Les pieds et paquets phocéens passent tels un souffle avant un surprenant rafraîchissement, un shooter de pression glacée d’absinthe des Alpes de Haute Provence. Le suprême de pintade de la ferme de Monsieur Pons se rôtit aux cerises de Joucas, sauce Maturini aux cerises, pomme fondante, fruitée noire. La faisselle de chèvre et baies rouges adoucie au miel de lavande augure du paysage, du fenouil des jardins autour de la ruche, de ce soufflé chaud à l’hydromel, crème glacée au miel de lavande.
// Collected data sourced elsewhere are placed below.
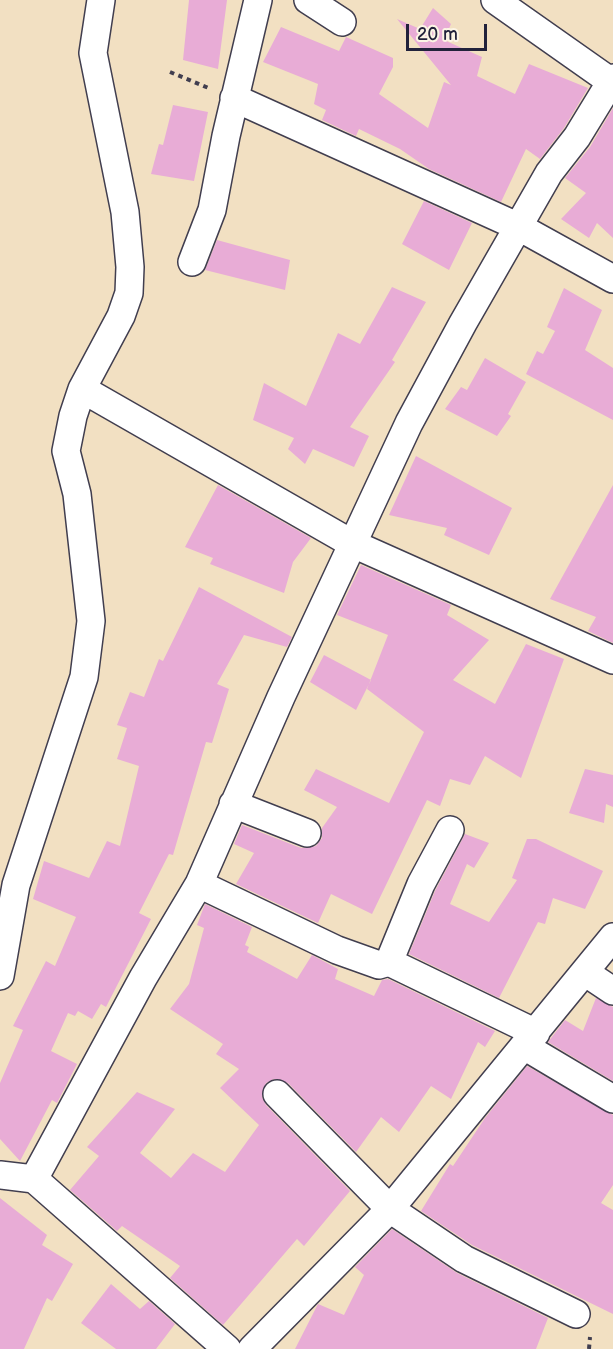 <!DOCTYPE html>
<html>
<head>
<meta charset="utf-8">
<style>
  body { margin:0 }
  #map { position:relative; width:613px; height:1349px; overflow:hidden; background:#f2e0c2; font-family:"Balsamiq Sans",sans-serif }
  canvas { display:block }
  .scale { position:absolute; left:406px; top:24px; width:81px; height:27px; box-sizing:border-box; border:3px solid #22223b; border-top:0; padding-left:8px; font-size:18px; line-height:21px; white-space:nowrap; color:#22223b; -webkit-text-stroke:4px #fcf5e5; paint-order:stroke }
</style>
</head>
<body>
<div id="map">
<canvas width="613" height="1349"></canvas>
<div class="scale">20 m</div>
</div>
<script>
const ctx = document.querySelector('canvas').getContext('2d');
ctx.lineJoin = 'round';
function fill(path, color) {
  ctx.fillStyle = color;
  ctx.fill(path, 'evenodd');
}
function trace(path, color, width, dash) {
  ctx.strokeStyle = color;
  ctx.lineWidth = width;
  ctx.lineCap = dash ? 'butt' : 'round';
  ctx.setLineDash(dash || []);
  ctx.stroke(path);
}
fill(new Path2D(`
  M189 0H227L218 69 183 60Z
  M433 8 451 24 444 40 482 57 477 76 515 94 529 64 588 88 564 128 540 159 526 149 501 202 429 169 400 149 359 129 356 136 322 120 326 110 314 104 318 84 263 62 281 27 339 51 346 37 393 58V67L379 94 428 128 444 82 451 85 397 19 420 29Z
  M173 105 208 112 194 181 151 174 159 144 163 145Z
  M613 108V238L597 223 589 238 561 219 586 193 565 178 590 147Z
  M424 201 472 223 449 270 402 244Z
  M217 240 290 260 285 290 205 270Z
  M392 287 426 302 392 360 395 362 350 427 369 436 354 467 313 449 305 464 288 449 294 438 253 420 264 383 306 406 338 333 360 344Z
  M564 288 602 310 585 350 613 368V420L526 374 537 351 543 354 555 331 547 327Z
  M485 358 526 382 508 414 511 416 497 436 445 409 461 387 467 390Z
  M416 456 512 508 489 555 444 535 447 528 389 515Z
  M218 485 311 538 293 562 284 593 210 564 213 558 185 547Z
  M613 485V643L588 631 596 617 550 599Z
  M361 565 451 605 447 615 489 640 453 680 495 704 526 644 564 659 521 778 485 756 470 785 450 779 440 806 427 800 372 914 331 894 318 923 236 884 254 853 234 844 242 825 301 848 316 846 322 838V828L337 807 304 790 316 769 389 803 424 732 367 689 388 635 337 615Z
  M199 587 292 637 287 647 244 635 217 684 229 689 212 743 206 742 173 855 169 854 139 913 151 919 106 1007 101 1004 92 1019 78 1011 75 1016 68 1013 51 1051 77 1064 57 1103 52 1100 20 1161 0 1139V1083L23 1030 13 1026 46 961 55 966 76 917 33 899 44 861 89 878 107 841 120 846 139 766 117 759 127 728 117 725 130 692 144 697 159 659 163 661Z
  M324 655 371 680 356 710 310 682Z
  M585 769 613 775V807L606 804 604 823 569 813Z
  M465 834 489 843 474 868 467 864 450 904 489 922 517 880 512 878 527 839H536L603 871 585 909 553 898 545 924 538 922 499 998 409 954 435 891Z
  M205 904 252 927 245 945 249 947 247 952 297 979 312 955 338 969 335 979 374 996 382 980 388 979 495 1031 485 1047 478 1042 451 1099 431 1086 399 1132 381 1117 356 1152 288 1083 274 1079 266 1083 262 1097 266 1105 350 1191 304 1246 297 1239 223 1325 170 1278 180 1266 122 1226 117 1231 70 1190 99 1156 87 1147 137 1092 175 1109 140 1153 171 1178 193 1153 225 1172 259 1125 220 1088 239 1069 216 1054 223 1044 170 1009 189 984 204 928 197 925Z
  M596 998 613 1007V1081L548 1042 565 1020 583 1031Z
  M527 1066 613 1115V1185L601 1203 613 1210V1314L472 1245 421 1211 450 1164 453 1166 485 1118Z
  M0 1198 47 1235 42 1245 73 1264 52 1301 47 1298 24 1349H0Z
  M392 1229 457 1273 548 1318 536 1349H295L318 1304 344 1315 364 1275 355 1267Z
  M111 1284 140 1309 149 1301 175 1324 156 1349H116L81 1323Z`), '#e8acd6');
const minor = new Path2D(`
  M308 0 342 22
  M495 0 610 81
  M234 98 519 227 613 279
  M192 262 212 210 226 136 258 0
  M82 389 351 543 613 660
  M233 804 307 833
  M450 830 421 884 389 962 536 1033
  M199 884 337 950 379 965 389 962
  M586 973 613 991
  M0 976 16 885 84 677 91 621 77 494 66 451 73 416 82 389 121 316 129 293 130 267 125 212 93 53 101 0
  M524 1046 613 1099
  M277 1094 390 1209 464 1259 576 1314
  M0 1175 34 1179
  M227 1349 34 1179 143 978 199 884 281 697 409 423 463 323 549 173 577 137 613 78
  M252 1349 390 1209 613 937`);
trace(minor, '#413e4f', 30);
trace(new Path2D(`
  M170 72 211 89
  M589 1349 590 1337`), '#413e4f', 4, [4.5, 4.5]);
trace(minor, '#fff', 27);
</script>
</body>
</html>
L’appontage se s’achève en cade de bonbons des treize desserts.      
 
Xavier MATHIEU ébauche la vérité de sa cuisine provençale, profonde, complexe et structurée : « Ma vision de la Provence vécue des terres, loin de la mer et de l’eau, sauf pour la truite de la Sorgue » (Cf. Ma cuisine provençale, Editions Brigitte EVENO, Boulogne-Billancourt, 28 avril 2025). Cette rare manière intime de s’ancrer dans la discrétion de son terroir où préexiste une histoire des origines et une géographie des éléments de ses lointains caractérise la place singulière de l’équilibre, l’épure de la droiture, l’histoire subjective de la mémoire dans un désir d’élégance.
 
La Provence, corps et âme, s’envole alors dans la conscience du sens des saveurs, dans une inspiration, variation sur la genèse, musique des sources. Des souvenances miroitées de l’enfance à la Villa des Anges, l’homme à la chevelure immaculée arbore l’épiphanie de son secret, le monde en résonance : « Bien manger est une expérience, une surprise, un souvenir longtemps après ».